What you will do: Retype the records exactly, with nothing added or dropped.

Available records:
=== Section Start ===

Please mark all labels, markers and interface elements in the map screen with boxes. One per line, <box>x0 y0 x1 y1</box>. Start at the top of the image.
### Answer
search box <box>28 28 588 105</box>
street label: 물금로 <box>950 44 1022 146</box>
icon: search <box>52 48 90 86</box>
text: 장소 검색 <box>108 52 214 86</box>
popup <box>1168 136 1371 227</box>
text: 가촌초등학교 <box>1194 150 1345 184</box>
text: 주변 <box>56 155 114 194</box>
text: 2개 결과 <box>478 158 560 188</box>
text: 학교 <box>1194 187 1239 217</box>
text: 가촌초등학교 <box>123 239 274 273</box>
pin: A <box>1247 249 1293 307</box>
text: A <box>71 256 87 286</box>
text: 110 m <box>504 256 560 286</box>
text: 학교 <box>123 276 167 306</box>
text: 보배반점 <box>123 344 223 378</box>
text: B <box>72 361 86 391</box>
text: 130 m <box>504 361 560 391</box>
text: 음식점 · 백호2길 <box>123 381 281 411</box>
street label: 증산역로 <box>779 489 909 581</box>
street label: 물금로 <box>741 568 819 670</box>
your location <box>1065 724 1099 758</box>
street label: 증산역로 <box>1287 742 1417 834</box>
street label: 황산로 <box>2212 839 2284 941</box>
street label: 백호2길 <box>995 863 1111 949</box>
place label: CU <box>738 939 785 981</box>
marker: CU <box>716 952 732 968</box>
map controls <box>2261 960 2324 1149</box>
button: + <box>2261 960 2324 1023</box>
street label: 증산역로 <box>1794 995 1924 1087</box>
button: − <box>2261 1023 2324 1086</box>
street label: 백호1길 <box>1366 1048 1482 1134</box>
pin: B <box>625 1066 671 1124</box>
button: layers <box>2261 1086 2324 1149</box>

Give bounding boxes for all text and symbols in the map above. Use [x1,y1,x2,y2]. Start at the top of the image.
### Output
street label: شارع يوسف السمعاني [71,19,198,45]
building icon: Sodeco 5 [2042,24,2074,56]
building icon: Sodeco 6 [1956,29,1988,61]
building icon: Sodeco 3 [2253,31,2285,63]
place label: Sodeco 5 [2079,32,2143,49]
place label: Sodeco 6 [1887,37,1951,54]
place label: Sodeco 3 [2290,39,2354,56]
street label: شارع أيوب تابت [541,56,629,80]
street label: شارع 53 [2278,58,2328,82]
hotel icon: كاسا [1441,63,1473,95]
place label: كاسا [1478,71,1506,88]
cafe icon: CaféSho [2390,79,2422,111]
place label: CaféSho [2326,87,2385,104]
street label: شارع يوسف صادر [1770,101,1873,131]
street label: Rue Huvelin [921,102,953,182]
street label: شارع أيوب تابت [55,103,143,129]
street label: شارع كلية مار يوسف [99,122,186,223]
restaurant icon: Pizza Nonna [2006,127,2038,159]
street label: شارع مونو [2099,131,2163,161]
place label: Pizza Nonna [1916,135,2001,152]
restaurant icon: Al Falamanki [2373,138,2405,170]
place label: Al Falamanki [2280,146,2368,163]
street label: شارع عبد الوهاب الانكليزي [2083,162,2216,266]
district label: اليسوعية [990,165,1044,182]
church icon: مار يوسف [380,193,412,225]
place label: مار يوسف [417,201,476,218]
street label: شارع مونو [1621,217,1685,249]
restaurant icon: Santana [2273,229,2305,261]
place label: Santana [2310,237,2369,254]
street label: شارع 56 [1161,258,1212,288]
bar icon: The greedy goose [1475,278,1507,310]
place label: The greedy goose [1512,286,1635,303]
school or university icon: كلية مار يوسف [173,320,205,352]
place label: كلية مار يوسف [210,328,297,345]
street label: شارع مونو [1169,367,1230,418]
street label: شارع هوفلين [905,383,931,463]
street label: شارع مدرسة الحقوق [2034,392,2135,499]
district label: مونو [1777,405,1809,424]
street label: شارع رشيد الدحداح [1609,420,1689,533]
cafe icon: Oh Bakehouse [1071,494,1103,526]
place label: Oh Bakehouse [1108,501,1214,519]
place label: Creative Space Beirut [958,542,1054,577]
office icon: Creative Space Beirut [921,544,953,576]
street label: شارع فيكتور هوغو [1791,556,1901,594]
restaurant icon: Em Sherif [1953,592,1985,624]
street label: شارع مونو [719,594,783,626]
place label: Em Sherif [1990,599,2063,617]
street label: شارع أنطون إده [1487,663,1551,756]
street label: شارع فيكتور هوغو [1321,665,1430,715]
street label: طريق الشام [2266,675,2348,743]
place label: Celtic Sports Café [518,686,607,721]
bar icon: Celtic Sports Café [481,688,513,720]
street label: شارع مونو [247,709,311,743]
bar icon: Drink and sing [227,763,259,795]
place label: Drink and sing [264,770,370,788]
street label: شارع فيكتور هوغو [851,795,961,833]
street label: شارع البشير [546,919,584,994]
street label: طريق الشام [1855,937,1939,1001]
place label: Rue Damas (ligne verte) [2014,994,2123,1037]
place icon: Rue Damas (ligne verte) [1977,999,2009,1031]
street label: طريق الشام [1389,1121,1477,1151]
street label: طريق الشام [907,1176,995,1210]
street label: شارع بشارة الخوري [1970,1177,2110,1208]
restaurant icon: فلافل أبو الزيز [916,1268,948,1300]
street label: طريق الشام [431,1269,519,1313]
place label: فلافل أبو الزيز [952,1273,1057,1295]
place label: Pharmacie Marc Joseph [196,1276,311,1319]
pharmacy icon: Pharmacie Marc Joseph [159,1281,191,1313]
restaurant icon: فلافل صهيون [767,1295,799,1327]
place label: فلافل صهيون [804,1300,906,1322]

=== Section End ===

Your solution:
Please mark all labels, markers and interface elements in the map screen with boxes. One per line, <box>x0 y0 x1 y1</box>. Start at the top of the image.
### Answer
search box <box>28 28 588 105</box>
street label: 물금로 <box>950 44 1022 146</box>
icon: search <box>52 48 90 86</box>
text: 장소 검색 <box>108 52 214 86</box>
popup <box>1168 136 1371 227</box>
text: 가촌초등학교 <box>1194 150 1345 184</box>
text: 주변 <box>56 155 114 194</box>
text: 2개 결과 <box>478 158 560 188</box>
text: 학교 <box>1194 187 1239 217</box>
text: 가촌초등학교 <box>123 239 274 273</box>
pin: A <box>1247 249 1293 307</box>
text: A <box>71 256 87 286</box>
text: 110 m <box>504 256 560 286</box>
text: 학교 <box>123 276 167 306</box>
text: 보배반점 <box>123 344 223 378</box>
text: B <box>72 361 86 391</box>
text: 130 m <box>504 361 560 391</box>
text: 음식점 · 백호2길 <box>123 381 281 411</box>
street label: 증산역로 <box>779 489 909 581</box>
street label: 물금로 <box>741 568 819 670</box>
your location <box>1065 724 1099 758</box>
street label: 증산역로 <box>1287 742 1417 834</box>
street label: 황산로 <box>2212 839 2284 941</box>
street label: 백호2길 <box>995 863 1111 949</box>
place label: CU <box>738 939 785 981</box>
marker: CU <box>716 952 732 968</box>
map controls <box>2261 960 2324 1149</box>
button: + <box>2261 960 2324 1023</box>
street label: 증산역로 <box>1794 995 1924 1087</box>
button: − <box>2261 1023 2324 1086</box>
street label: 백호1길 <box>1366 1048 1482 1134</box>
pin: B <box>625 1066 671 1124</box>
button: layers <box>2261 1086 2324 1149</box>

Give bounding boxes for all text and symbols in the map above. Use [x1,y1,x2,y2]. Start at the top of the image.
### Output
street label: شارع يوسف السمعاني [71,19,198,45]
building icon: Sodeco 5 [2042,24,2074,56]
building icon: Sodeco 6 [1956,29,1988,61]
building icon: Sodeco 3 [2253,31,2285,63]
place label: Sodeco 5 [2079,32,2143,49]
place label: Sodeco 6 [1887,37,1951,54]
place label: Sodeco 3 [2290,39,2354,56]
street label: شارع أيوب تابت [541,56,629,80]
street label: شارع 53 [2278,58,2328,82]
hotel icon: كاسا [1441,63,1473,95]
place label: كاسا [1478,71,1506,88]
cafe icon: CaféSho [2390,79,2422,111]
place label: CaféSho [2326,87,2385,104]
street label: شارع يوسف صادر [1770,101,1873,131]
street label: Rue Huvelin [921,102,953,182]
street label: شارع أيوب تابت [55,103,143,129]
street label: شارع كلية مار يوسف [99,122,186,223]
restaurant icon: Pizza Nonna [2006,127,2038,159]
street label: شارع مونو [2099,131,2163,161]
place label: Pizza Nonna [1916,135,2001,152]
restaurant icon: Al Falamanki [2373,138,2405,170]
place label: Al Falamanki [2280,146,2368,163]
street label: شارع عبد الوهاب الانكليزي [2083,162,2216,266]
district label: اليسوعية [990,165,1044,182]
church icon: مار يوسف [380,193,412,225]
place label: مار يوسف [417,201,476,218]
street label: شارع مونو [1621,217,1685,249]
restaurant icon: Santana [2273,229,2305,261]
place label: Santana [2310,237,2369,254]
street label: شارع 56 [1161,258,1212,288]
bar icon: The greedy goose [1475,278,1507,310]
place label: The greedy goose [1512,286,1635,303]
school or university icon: كلية مار يوسف [173,320,205,352]
place label: كلية مار يوسف [210,328,297,345]
street label: شارع مونو [1169,367,1230,418]
street label: شارع هوفلين [905,383,931,463]
street label: شارع مدرسة الحقوق [2034,392,2135,499]
district label: مونو [1777,405,1809,424]
street label: شارع رشيد الدحداح [1609,420,1689,533]
cafe icon: Oh Bakehouse [1071,494,1103,526]
place label: Oh Bakehouse [1108,501,1214,519]
place label: Creative Space Beirut [958,542,1054,577]
office icon: Creative Space Beirut [921,544,953,576]
street label: شارع فيكتور هوغو [1791,556,1901,594]
restaurant icon: Em Sherif [1953,592,1985,624]
street label: شارع مونو [719,594,783,626]
place label: Em Sherif [1990,599,2063,617]
street label: شارع أنطون إده [1487,663,1551,756]
street label: شارع فيكتور هوغو [1321,665,1430,715]
street label: طريق الشام [2266,675,2348,743]
place label: Celtic Sports Café [518,686,607,721]
bar icon: Celtic Sports Café [481,688,513,720]
street label: شارع مونو [247,709,311,743]
bar icon: Drink and sing [227,763,259,795]
place label: Drink and sing [264,770,370,788]
street label: شارع فيكتور هوغو [851,795,961,833]
street label: شارع البشير [546,919,584,994]
street label: طريق الشام [1855,937,1939,1001]
place label: Rue Damas (ligne verte) [2014,994,2123,1037]
place icon: Rue Damas (ligne verte) [1977,999,2009,1031]
street label: طريق الشام [1389,1121,1477,1151]
street label: طريق الشام [907,1176,995,1210]
street label: شارع بشارة الخوري [1970,1177,2110,1208]
restaurant icon: فلافل أبو الزيز [916,1268,948,1300]
street label: طريق الشام [431,1269,519,1313]
place label: فلافل أبو الزيز [952,1273,1057,1295]
place label: Pharmacie Marc Joseph [196,1276,311,1319]
pharmacy icon: Pharmacie Marc Joseph [159,1281,191,1313]
restaurant icon: فلافل صهيون [767,1295,799,1327]
place label: فلافل صهيون [804,1300,906,1322]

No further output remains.